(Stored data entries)
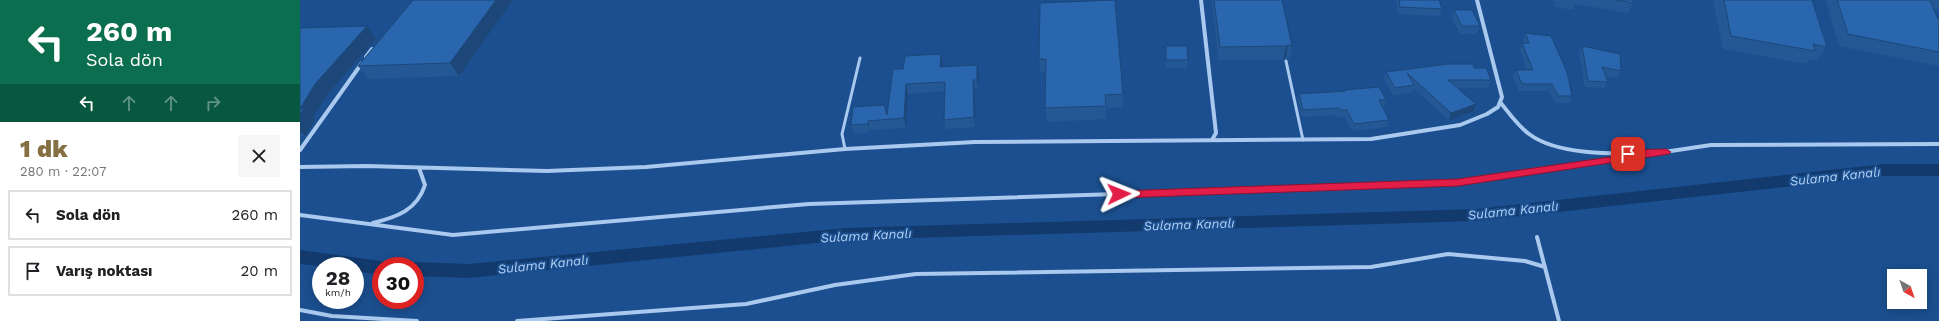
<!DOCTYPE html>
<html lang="tr">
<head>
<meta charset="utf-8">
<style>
	body { margin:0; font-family:"Work Sans",sans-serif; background:#f6f6f6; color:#202124; height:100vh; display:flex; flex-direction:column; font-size:15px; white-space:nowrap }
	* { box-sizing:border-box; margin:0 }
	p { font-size:13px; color:#757577 }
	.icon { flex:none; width:22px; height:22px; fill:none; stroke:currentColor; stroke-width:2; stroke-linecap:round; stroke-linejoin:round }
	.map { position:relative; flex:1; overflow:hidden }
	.details { display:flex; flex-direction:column; background:#fff; width:300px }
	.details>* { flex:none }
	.hud { background:#0b6e4f; color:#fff; overflow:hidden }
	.needle { width:26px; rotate:140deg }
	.fabs { position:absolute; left:1587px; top:269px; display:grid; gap:8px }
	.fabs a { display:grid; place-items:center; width:40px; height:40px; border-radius:0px; background:#fff; box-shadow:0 2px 10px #0003; font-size:20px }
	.speed { position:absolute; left:12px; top:257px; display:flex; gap:8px; font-size:20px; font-weight:700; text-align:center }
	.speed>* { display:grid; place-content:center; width:52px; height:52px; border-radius:50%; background:#fff; box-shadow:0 2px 10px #0003; line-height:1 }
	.speed small { font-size:10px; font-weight:400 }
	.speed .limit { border:6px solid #d22; background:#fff; color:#111 }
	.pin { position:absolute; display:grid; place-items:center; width:34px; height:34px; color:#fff; margin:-17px; border-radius:8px; box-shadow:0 2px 6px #0006 }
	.me { position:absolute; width:44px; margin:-22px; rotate:88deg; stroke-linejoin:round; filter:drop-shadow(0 0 3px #0008) }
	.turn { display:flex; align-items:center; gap:14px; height:84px; padding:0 20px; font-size:18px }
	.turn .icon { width:52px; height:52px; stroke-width:2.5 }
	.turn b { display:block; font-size:28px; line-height:34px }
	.lanes { display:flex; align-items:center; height:38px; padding:0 20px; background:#0003; justify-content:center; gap:20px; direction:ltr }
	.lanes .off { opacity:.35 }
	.round { display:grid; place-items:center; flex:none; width:42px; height:42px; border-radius:0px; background:#f6f6f6 }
	.head { display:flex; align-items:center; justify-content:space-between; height:68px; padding:0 20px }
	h1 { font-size:24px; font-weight:800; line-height:30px; color:#847042 }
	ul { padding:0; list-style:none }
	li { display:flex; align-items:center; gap:12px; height:50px; margin:0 8px 6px; padding:0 12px; border:2px solid #e0e0e0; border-radius:0px }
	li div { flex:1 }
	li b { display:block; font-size:15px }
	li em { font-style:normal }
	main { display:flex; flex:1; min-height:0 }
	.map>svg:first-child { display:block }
</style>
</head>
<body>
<main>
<section class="details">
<div class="hud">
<div class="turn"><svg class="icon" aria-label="left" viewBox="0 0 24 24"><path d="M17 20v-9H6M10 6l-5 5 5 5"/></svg><div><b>260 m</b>Sola dön</div></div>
<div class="lanes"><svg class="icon" aria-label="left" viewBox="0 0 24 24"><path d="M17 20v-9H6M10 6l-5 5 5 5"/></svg><svg class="icon off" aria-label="ahead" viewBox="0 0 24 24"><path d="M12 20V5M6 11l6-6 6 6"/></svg><svg class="icon off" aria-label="ahead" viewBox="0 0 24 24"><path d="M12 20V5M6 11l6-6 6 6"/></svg><svg class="icon off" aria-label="right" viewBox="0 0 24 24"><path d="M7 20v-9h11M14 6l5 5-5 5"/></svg></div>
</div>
<div class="head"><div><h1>1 dk</h1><p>280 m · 22:07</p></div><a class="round"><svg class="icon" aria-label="close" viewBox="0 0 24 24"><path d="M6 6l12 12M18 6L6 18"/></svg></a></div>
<ul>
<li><svg class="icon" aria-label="left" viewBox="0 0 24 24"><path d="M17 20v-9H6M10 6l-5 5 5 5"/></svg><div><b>Sola dön</b></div><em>260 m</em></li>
<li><svg class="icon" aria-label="arrive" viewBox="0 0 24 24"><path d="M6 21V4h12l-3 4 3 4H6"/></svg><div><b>Varış noktası</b></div><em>20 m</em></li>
</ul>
</section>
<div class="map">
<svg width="1639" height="321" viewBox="0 0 1639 321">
	<rect width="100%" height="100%" fill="#1b4f8f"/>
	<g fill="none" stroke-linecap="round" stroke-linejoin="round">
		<!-- canal -->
		<path fill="#123a6d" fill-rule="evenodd" d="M1585,164H1639V176H1585L1177,221L546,240L169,278L115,276V266H108L115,262L169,264L546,228L1177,209Z
			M0,250L81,261L87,263L88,266H81V275L55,271V266H21L0,264Z"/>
		<!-- lane -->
		<path stroke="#a9c9ee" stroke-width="3" d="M986,61L1003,140
			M545,149L542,134L560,58"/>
		<!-- street -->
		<path stroke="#a9c9ee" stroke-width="4" d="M901,0L916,133L912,140
			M66,57L72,49
			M1200,102C1209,113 1218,126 1229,134C1257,155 1312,154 1346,153
			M0,150L62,63
			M0,167L67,166L247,171L346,167L545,149L675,142L1071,139L1160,125L1187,114L1198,107L1202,97L1177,0
			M0,215L153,235L509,204L1158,183L1411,145L1639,144
			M73,223C97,217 117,210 125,185L119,168
			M1237,237L1259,321
			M0,310L32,316L117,321
			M217,321L446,304L535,285L616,274L1071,267L1148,254L1225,261L1245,267"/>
	</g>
	<!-- wall -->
	<path fill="#245895" d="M113,0H213L159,76L69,79L58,66Z
		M912,0H982L992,46L989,60L986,58L983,60H919Z
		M1096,0H1139L1142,9L1140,16L1098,14Z
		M1248,0H1333V3L1328,13L1275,4L1273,10L1254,7V1Z
		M1413,0H1512L1527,47L1517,60L1510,59L1506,64L1423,49Z
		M1526,0H1639V10L1634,9L1638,19L1639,20V66L1539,46Z
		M740,3L823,94V107L806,108V119L747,122L745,108L746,72L740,73L739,59Z
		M1154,10L1180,26L1177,34H1160L1152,18Z
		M67,26L76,39L26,96L13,118L15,120L5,136L0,137V28Z
		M1225,33L1272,96L1269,103H1255L1249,91H1219L1213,77L1216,70H1227L1220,50L1222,43H1224L1223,40Z
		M866,46L888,60L887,68H866Z
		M1282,46L1321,71L1317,78L1305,76L1308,82L1304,88L1285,87L1279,53Z
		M643,64V67L677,65L679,74L678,89H675V127L646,129L644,120L645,91L608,94L606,128L570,130V133L554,134L551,125L587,115L603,69Z
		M1174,68L1191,80L1188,88H1157L1176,104L1173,112L1149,120L1113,88L1112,93L1093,95L1084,79L1086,72Z
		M1045,90L1086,100L1084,107H1082L1089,120L1087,127L1052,131L1045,117H1038L1037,115L1001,117L998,101L999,94L1045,92Z"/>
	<!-- shaded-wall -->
	<path fill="#1d4779" d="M196,0H213L159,76L150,63Z
		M67,26L76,39L26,96L13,118L15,120L5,136L0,131V109L15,84Z
		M988,45L986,58L983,60L986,46Z
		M641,54L643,64L642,76L640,67Z
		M677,65L679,74L678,89L677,80Z
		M673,80L675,89V127L674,117Z
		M606,84L608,94L606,128L604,118Z
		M1176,104L1173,112L1149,120L1151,113Z
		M568,121L570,130V133L568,124Z"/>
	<!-- building -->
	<path fill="#2a66ad" stroke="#1d4779" d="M113,0H196L150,63L58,66Z
		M815,0L823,94L805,95L806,106L745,108L746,59H739L740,3Z
		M914,0H982L992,46L988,45L986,46L920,47Z
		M1099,0H1139L1142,9L1100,7Z
		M1316,0H1333V3Z
		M1424,0H1512L1527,47L1513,44L1515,51L1431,36Z
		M1537,0H1630L1638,19L1639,20V52L1548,34Z
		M1154,10H1172L1180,26H1162Z
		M67,26L15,84L0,109L4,108L0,115V28Z
		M1225,33L1251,36L1267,72L1272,96H1258L1252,84H1222L1216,70H1233L1222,43H1229Z
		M866,46H887L888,60H866Z
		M1282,46L1320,54L1321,71L1302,67L1308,82L1288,81Z
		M641,54L640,67L677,65V80H673L674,117L644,120L645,82L606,84L604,118L568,121V124L551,125L553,107L584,105L587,115L593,69H603L605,56Z
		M1148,64H1173L1174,68H1186L1191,80H1148L1176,104L1151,113L1107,73L1114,85L1095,88L1086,72Z
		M1079,87L1086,100H1079L1089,120L1054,124L1047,110H1040L1039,108L1003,110L999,94L1046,91L1045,90Z"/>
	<!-- route -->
	<path fill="#e11d48" stroke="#92132f" d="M1366,149L1371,152L1369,154L1158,186L819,198L814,194L819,191L1158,179L1324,155L1325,151L1328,150Z"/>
	<g text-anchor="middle" stroke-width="4" stroke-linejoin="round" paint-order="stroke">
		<!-- water labels -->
		<g font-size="13" font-style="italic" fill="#b5d3f5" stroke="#1b4f8f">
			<text transform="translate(1535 176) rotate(-6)" y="5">Sulama Kanalı</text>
			<text transform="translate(1213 210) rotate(-6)" y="5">Sulama Kanalı</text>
			<text transform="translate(889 224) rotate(-2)" y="5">Sulama Kanalı</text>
			<text transform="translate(566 235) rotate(-3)" y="5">Sulama Kanalı</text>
			<text transform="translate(243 264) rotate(-6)" y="5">Sulama Kanalı</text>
		</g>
	</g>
</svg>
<div class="fabs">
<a><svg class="needle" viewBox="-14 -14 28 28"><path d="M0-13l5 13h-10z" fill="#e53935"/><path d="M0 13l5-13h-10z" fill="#757577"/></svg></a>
</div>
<div class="speed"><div>28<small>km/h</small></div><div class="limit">30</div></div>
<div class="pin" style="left:1328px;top:154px;background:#d93025"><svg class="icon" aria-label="arrive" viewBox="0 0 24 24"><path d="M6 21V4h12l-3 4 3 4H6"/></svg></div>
<svg class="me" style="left:819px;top:194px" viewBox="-20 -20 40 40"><path d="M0-17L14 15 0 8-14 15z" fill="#e11d48" stroke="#fff" stroke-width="4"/></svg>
</div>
</main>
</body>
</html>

DIRECTIONS FOR THIS TASK: Lines holding the word "limit" are the answer; copy each one from the records above.

REPLY:
	.speed .limit { border:6px solid #d22; background:#fff; color:#111 }
<div class="speed"><div>28<small>km/h</small></div><div class="limit">30</div></div>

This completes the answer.